The Application Security Design Review provides the ability to understand risks that your application has as a result of existing weaknesses in the system’s design. You can perform a Design Review before the development begins and also after the system has been deployed.
Performing Design Review before the development begins gives you the ability to:
• Locate missing security mechanisms in the system.
• Examine whether the design of the security mechanisms is good enough.
• Examine the security requirements being applied
Design review answers the question whether the system is secured by design or will it require implementation of additional security controls and patches to improve its security.
Software developers with secure development skills and awareness can write secure code, but if the system is insecure by design, an attacker might exploit the vulnerabilities in the design.
Security by design prevents vulnerabilities at an early stage in the project.
It is a security best practice to perform a design review for a system before its implementation. It allows making the product secure by design and mitigating potential vulnerabilities and developments mistakes, hence improving the “time to market” metric of the project. For systems running in production, the design review provides awareness of system design security flaws and is a basis for decision making as well as the introduction of system-specific development guidelines to avoid the introduction of vulnerabilities into the system.
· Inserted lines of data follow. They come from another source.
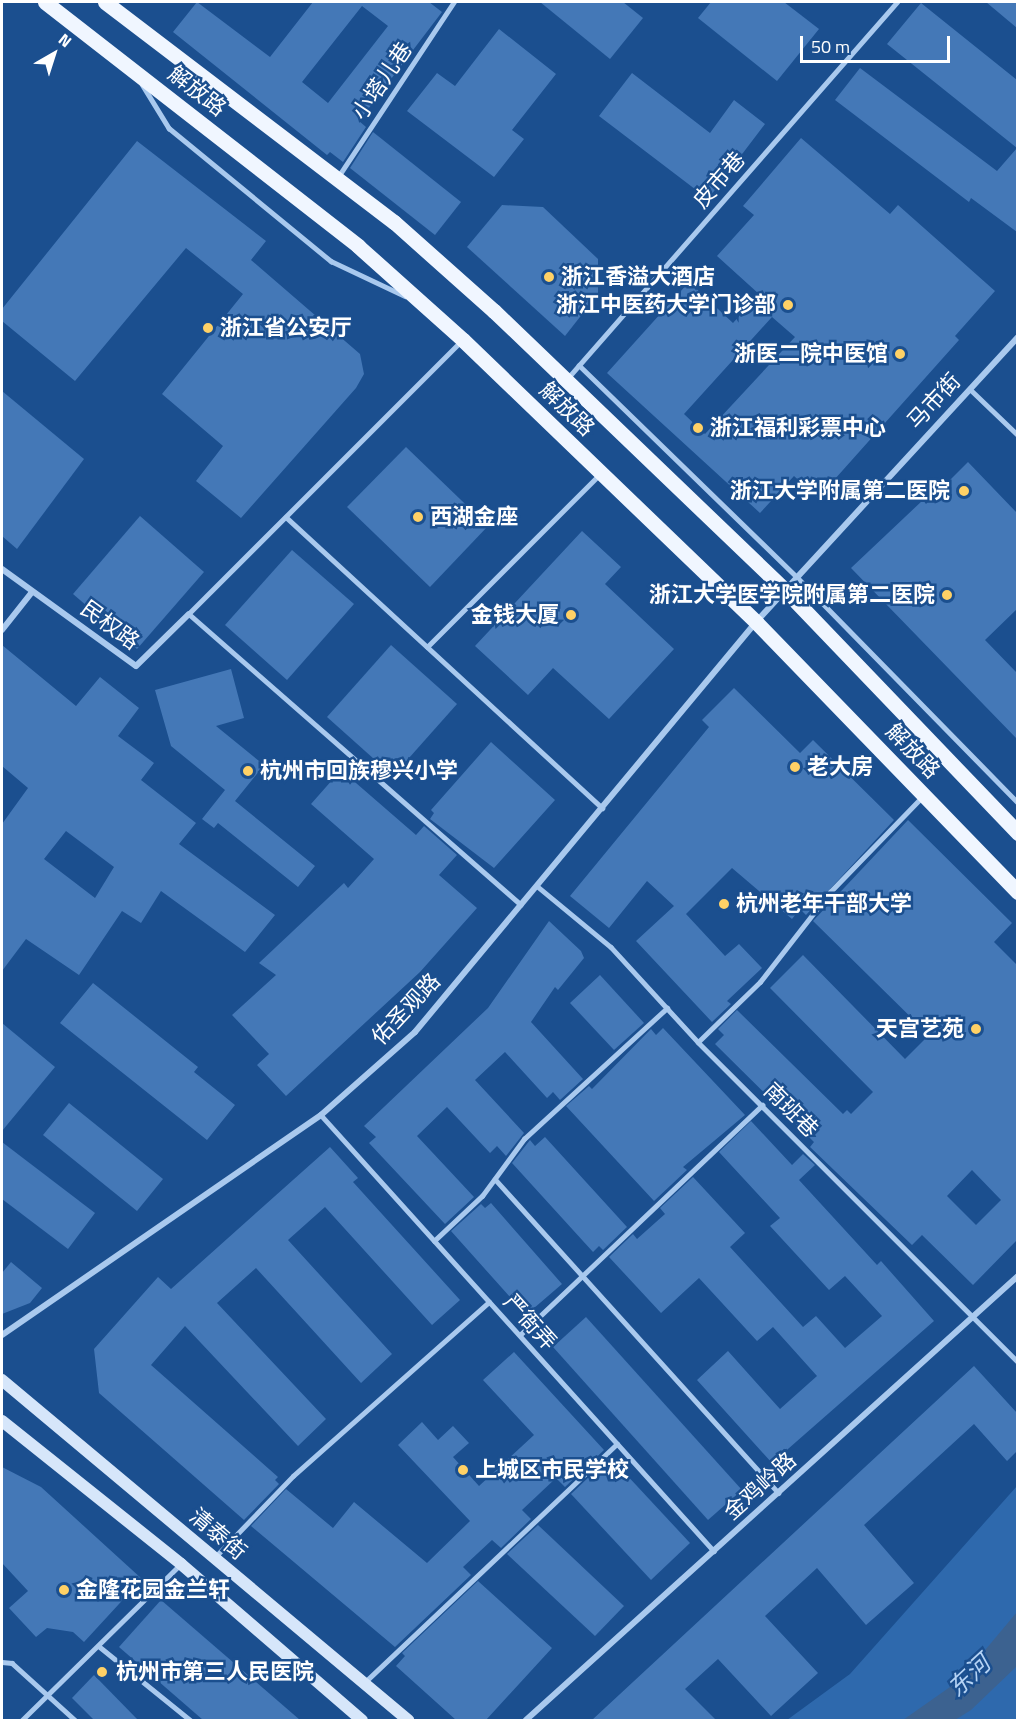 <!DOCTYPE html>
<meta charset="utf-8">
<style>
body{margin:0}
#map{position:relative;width:1019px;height:1722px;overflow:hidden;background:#1b4f8f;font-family:"Titillium Web","Noto Sans SC",sans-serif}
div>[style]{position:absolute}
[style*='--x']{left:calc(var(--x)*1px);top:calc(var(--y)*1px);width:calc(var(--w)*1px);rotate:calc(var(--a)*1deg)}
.green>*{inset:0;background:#2e69ad}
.water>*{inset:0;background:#3c6290}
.building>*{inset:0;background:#4478b7}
.service>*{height:4.5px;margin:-2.25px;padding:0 2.25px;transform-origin:2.25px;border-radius:2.25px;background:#a9c9ee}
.minor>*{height:6px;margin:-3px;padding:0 3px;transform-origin:3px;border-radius:3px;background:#a9c9ee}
.secondary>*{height:12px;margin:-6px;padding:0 6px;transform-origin:6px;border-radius:6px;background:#d6e6fa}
.primary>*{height:15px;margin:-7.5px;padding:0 7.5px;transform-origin:7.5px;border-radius:7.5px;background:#f0f6ff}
.dots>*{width:16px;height:16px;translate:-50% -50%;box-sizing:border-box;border:3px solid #1b4f8f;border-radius:50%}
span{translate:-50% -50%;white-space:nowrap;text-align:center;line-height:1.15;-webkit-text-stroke:5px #1b4f8f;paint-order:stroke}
.street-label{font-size:22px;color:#fff}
.poi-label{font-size:22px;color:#fff;font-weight:700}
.left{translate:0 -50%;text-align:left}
.right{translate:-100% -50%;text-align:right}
.water-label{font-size:24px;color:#b5d3f5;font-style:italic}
.frame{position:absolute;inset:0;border:3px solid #fff;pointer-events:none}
.north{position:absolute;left:24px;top:24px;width:60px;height:60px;-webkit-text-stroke:4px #1b4f8f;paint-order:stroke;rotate:39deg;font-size:16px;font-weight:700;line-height:24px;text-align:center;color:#fff}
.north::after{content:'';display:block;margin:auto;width:21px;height:27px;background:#fff;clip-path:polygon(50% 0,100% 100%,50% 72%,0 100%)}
.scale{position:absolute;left:800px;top:36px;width:150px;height:27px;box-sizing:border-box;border:3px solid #fff;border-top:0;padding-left:8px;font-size:18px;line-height:21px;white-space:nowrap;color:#fff;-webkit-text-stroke:4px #1b4f8f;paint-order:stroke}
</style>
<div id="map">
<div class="green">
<i style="clip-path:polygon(1017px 1486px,1017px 1720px,787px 1720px,850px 1674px)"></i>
</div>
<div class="water">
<i style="clip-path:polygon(1017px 1612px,1017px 1666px,971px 1710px,955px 1720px,903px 1720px,960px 1680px)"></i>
</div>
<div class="building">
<i style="clip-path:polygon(evenodd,197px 2px,270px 57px,313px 2px,429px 2px,442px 12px,359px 121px,366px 127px,343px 162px,330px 152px,327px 155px,173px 32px,197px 2px,362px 6px,388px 26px,328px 103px,302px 82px,362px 6px)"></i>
<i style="clip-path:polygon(540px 2px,623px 2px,643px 18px,610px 59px)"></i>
<i style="clip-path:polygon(711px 2px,784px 2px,819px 29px,777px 81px,698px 18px)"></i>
<i style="clip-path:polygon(986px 2px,1017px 2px,1017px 28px)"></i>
<i style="clip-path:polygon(921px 3px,1017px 80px,1017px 232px,971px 198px,969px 202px,835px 100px,860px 68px,997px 171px,1017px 148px,887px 44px)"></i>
<i style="clip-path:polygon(499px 29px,556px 74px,512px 130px,524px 139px,494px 177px,407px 111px,437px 73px,455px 86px)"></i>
<i style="clip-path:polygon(632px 73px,710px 133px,734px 100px,765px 124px,708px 199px,599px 116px)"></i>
<i style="clip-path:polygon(373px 132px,461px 202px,435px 235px,350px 168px)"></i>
<i style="clip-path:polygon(evenodd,801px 138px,890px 214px,898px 205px,995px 291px,955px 336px,959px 340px,818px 498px,794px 476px,760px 513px,607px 373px,689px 282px,733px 323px,759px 294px,717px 256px,754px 215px,743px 206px,801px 138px,772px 317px,795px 337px,705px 434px,684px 414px,772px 317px)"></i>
<i style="clip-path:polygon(137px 141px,266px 241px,251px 260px,360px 354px,364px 374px,356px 388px,241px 518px,196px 481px,223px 446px,162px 394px,243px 294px,186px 248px,75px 381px,2px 321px,2px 309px)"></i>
<i style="clip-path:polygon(502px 205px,543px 207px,598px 259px,598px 294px,565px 336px,467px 247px)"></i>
<i style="clip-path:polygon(2px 391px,84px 459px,17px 549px,2px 536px)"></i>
<i style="clip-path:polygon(406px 447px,488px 526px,430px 587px,347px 507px)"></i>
<i style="clip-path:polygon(968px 462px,1017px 513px,1017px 609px,985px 640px,1017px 673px,1017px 739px,851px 568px,923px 500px,926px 504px)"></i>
<i style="clip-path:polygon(140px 516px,204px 572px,137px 649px,73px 594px)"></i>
<i style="clip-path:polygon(582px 531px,621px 567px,605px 584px,674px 649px,609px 719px,553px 668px,528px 695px,475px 646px)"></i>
<i style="clip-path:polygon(292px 550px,354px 604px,287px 680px,225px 625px)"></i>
<i style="clip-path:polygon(evenodd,2px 645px,76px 706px,100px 677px,139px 708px,118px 736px,154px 763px,141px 780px,196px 823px,179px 844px,275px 915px,245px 952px,161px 891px,141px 923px,122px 911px,79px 975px,26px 939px,2px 971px,2px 824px,28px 788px,2px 766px,2px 645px,66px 831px,114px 867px,95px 898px,44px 859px,66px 831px)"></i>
<i style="clip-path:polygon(391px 645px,457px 704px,393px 776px,327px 717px)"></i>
<i style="clip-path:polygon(231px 669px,244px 718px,216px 726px,264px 765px,235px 801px,315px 866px,298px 887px,218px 823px,214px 828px,202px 819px,225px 790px,171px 746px,155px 690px)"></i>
<i style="clip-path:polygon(734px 688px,800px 753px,813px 740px,894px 820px,806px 915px,800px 909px,792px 919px,732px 868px,686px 914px,725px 956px,739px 944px,762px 968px,727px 1001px,731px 1004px,712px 1022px,636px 941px,674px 906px,647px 881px,609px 928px,570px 896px,709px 727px,702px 720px)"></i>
<i style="clip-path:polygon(491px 742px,555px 800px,494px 868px,430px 819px,434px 813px,431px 810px)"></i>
<i style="clip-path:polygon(341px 770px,416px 835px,424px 826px,457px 855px,439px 875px,477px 908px,420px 972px,286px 1096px,257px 1065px,269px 1054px,232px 1015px,276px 975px,259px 963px,344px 883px,348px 888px,374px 859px,311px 804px)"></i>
<i style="clip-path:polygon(evenodd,908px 820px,1012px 923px,994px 942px,1017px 965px,1017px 1240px,973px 1285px,922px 1235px,912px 1245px,810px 1147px,814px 1142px,715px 1044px,724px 1035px,718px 1029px,737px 1010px,843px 1114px,847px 1110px,851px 1114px,873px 1092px,770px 988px,803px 955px,905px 1059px,929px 1035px,813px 921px,908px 820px,972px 1170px,1001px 1200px,976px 1225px,947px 1196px,972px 1170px)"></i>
<i style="clip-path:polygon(549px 921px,581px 951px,584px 958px,558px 990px,555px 987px,531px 1022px,583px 1079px,560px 1100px,553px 1092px,547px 1098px,505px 1052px,475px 1080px,524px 1133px,506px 1156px,497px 1146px,490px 1153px,447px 1107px,417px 1136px,474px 1197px,445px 1224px,369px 1143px,376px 1137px,364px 1126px,488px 1008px)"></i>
<i style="clip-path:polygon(600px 975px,644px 1023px,614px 1050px,570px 1003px)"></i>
<i style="clip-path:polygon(93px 983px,198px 1067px,194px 1072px,235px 1105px,207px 1140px,60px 1023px)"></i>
<i style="clip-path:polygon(2px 1023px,55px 1067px,2px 1131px)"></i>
<i style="clip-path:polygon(663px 1028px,745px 1115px,683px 1167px,687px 1170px,654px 1201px,566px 1106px,589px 1086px,592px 1089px,651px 1029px,656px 1035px)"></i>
<i style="clip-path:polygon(69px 1103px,163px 1179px,137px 1211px,43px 1135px)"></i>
<i style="clip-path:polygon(751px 1121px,792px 1165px,803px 1154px,815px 1165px,799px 1180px,877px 1265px,881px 1261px,934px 1321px,772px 1463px,697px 1380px,728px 1351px,780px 1409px,817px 1376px,773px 1327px,757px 1341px,699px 1278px,661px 1313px,609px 1257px,633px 1234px,637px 1239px,665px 1214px,660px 1208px,693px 1177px,745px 1233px,730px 1247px,803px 1327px,816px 1316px,845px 1348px,882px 1316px,845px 1276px,829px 1290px,770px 1226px,780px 1218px,719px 1152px)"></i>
<i style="clip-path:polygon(545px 1137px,627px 1227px,603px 1250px,599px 1246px,593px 1252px,512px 1163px,530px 1140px,535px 1146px)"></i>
<i style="clip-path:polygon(2px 1142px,95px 1213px,68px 1249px,2px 1199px)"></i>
<i style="clip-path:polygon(330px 1147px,358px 1178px,353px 1182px,460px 1300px,432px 1325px,325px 1207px,288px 1240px,392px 1354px,361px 1383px,256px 1268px,217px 1303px,326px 1419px,298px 1446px,185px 1326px,151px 1365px,278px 1477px,275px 1480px,279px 1484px,244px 1520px,99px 1393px,94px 1349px,158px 1277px,171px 1289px)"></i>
<i style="clip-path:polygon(491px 1203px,562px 1284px,526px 1315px,451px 1231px,481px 1204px,485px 1208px)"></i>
<i style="clip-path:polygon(11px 1262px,42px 1288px,30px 1303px,2px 1314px,2px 1273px)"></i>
<i style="clip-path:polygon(586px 1317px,742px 1490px,708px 1520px,553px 1347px)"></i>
<i style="clip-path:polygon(514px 1352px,604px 1450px,565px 1487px,556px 1478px,522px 1510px,531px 1519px,501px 1548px,492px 1540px,463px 1567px,471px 1575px,395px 1647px,251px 1526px,286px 1489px,333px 1528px,354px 1502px,427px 1563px,470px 1521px,398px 1445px,422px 1422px,438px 1440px,453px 1426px,469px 1443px,453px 1457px,479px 1486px,534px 1435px,483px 1380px)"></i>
<i style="clip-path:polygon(974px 1366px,1017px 1413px,1017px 1451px,1007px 1461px,974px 1424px,864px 1525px,914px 1583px,866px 1625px,817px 1568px,765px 1616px,818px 1673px,771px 1716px,718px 1659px,685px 1689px,716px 1720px,592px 1720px)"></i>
<i style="clip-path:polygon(610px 1457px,690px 1543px,651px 1580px,571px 1494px)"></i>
<i style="clip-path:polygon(2px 1467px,41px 1487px,142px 1579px,84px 1642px,73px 1632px,47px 1628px,36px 1637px,9px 1608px,28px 1591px,2px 1563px)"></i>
<i style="clip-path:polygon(538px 1525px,624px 1606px,595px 1636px,507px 1554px)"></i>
<i style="clip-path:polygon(478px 1581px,552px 1648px,486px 1720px,456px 1720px,396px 1666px,405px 1656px,402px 1653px)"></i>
<i style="clip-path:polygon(161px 1600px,300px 1720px,203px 1720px,119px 1647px)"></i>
<i style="clip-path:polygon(94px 1675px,138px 1720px,94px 1720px,72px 1698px)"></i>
</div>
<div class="service">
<i style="--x:142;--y:84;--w:52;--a:58.5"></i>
<i style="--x:169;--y:128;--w:210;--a:39.4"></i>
<i style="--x:331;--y:261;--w:82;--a:25.3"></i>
<i style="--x:338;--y:177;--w:210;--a:-56.5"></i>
<i style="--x:460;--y:343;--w:383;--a:135"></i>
<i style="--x:189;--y:614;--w:441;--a:41.2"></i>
<i style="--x:579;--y:365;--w:304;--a:44.2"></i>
<i style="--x:797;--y:577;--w:316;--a:45.6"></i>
<i style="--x:567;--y:379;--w:501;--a:-48.8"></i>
<i style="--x:970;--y:389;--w:66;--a:43.8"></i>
<i style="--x:286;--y:517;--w:430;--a:42.6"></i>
<i style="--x:427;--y:647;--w:243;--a:-45"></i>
<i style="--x:537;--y:886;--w:96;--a:39.5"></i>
<i style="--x:611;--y:947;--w:129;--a:47.5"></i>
<i style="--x:698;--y:1042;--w:453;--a:45"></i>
<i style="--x:698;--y:1042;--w:86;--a:-44.1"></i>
<i style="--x:760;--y:982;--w:114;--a:-52.1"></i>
<i style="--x:830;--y:892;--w:132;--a:-45.9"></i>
<i style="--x:321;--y:1115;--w:587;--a:47.97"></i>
<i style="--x:495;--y:1179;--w:423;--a:47.9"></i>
<i style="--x:434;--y:1241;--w:66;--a:-43.2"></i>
<i style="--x:482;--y:1196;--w:71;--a:-53.6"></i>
<i style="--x:524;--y:1139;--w:194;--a:-42.5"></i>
<i style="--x:520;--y:1335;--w:334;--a:-43.5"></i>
<i style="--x:215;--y:1557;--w:112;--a:-46.1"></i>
<i style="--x:293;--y:1476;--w:262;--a:-41.6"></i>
<i style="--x:100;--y:1647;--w:116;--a:39"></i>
<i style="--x:2;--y:1662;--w:10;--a:6"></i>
<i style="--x:12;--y:1663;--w:85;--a:42.1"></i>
<i style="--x:364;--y:1683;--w:348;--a:-43.4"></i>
<i style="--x:22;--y:1720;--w:223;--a:-44.5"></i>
</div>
<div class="minor">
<i style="--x:2;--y:569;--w:165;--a:35.9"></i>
<i style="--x:136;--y:666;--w:74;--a:-44.5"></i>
<i style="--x:2;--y:630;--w:48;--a:-51.7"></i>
<i style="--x:2;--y:1335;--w:388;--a:-34.6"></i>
<i style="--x:321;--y:1115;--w:125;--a:-41.4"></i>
<i style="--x:415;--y:1032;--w:533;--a:-50.25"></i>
<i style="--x:756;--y:622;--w:387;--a:-47.4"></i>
<i style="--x:526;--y:1720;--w:663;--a:-42.06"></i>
</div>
<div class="secondary">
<i style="--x:2;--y:1380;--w:530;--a:39.94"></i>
<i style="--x:2;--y:1421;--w:229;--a:38.6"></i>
<i style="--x:181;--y:1564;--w:239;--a:40.8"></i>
</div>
<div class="primary">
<i style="--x:45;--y:2;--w:397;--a:37.9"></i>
<i style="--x:358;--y:246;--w:141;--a:41.8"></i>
<i style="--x:463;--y:340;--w:407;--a:43.9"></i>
<i style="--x:756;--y:622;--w:376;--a:45.9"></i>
<i style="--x:105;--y:2;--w:363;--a:37.3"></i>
<i style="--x:394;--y:222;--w:134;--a:41.7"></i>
<i style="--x:494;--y:311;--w:403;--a:43.8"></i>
<i style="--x:785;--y:590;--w:337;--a:46.2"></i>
</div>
<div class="dots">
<i style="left:549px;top:277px;background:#ffd166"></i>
<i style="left:788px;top:305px;background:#ffd166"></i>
<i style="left:208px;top:328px;background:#ffd166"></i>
<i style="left:900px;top:354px;background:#ffd166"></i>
<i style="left:698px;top:428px;background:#ffd166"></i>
<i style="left:964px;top:491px;background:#ffd166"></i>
<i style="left:418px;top:517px;background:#ffd166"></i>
<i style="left:947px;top:595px;background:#ffd166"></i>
<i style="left:571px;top:615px;background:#ffd166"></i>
<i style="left:795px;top:767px;background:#ffd166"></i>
<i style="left:248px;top:771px;background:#ffd166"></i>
<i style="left:724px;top:904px;background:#ffd166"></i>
<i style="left:976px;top:1029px;background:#ffd166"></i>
<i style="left:463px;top:1470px;background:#ffd166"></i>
<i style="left:64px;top:1590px;background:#ffd166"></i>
<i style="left:102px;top:1672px;background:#ffd166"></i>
</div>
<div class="street-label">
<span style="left:382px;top:81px;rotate:-56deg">小塔儿巷</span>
<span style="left:197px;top:91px;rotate:38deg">解放路</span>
<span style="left:719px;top:180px;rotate:-49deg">皮市巷</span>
<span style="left:934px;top:401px;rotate:-47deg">马市街</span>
<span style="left:567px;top:409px;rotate:44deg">解放路</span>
<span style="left:110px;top:625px;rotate:36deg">民权路</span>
<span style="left:913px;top:751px;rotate:46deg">解放路</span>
<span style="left:406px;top:1009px;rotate:-47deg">佑圣观路</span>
<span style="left:791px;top:1110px;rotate:45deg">南班巷</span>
<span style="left:530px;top:1322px;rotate:48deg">严衙弄</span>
<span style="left:760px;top:1486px;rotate:-42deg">金鸡岭路</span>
<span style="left:218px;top:1534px;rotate:40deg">清泰街</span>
</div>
<div class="poi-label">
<span class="left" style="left:561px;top:277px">浙江香溢大酒店</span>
<span class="right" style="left:776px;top:305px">浙江中医药大学门诊部</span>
<span class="left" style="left:220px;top:328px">浙江省公安厅</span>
<span class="right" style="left:888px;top:354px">浙医二院中医馆</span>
<span class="left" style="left:710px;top:428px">浙江福利彩票中心</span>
<span class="right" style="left:950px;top:491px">浙江大学附属第二医院</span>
<span class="left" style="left:430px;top:517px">西湖金座</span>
<span class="right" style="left:935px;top:595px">浙江大学医学院附属第二医院</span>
<span class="right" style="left:559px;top:615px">金钱大厦</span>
<span class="left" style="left:807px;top:767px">老大房</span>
<span class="left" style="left:260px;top:771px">杭州市回族穆兴小学</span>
<span class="left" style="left:736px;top:904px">杭州老年干部大学</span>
<span class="right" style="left:964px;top:1029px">天宫艺苑</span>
<span class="left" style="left:475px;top:1470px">上城区市民学校</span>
<span class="left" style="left:76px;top:1590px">金隆花园金兰轩</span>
<span class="left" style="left:116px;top:1672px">杭州市第三人民医院</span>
</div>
<div class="water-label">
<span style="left:969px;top:1676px;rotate:-43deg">东河</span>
</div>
<div class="frame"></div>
<div class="north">N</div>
<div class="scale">50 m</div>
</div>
Design review is applicable for newly-developed systems, or systems which are already in production. During the design review we interview key personnel and system owners to better understand the architecture and design. We also inspect relevant documents such as system design and architecture diagrams.
After the initial assessment we analyze the collected data and provide a full report that contains security flaws in the design and architecture of the system and provides the client with recommendations for mitigating those findings.
Comsec’s design review includes the following topics during the assessment:
• Identification of security threats in the system
• Secure design and architecture of the system
• How does the system implement security mechanisms?
• Is the system implemented according to Secure Design Principles?
Comsec has performed reviews like this for many different clients in variety of industries such as finance, telecom, Hi-Tech and more.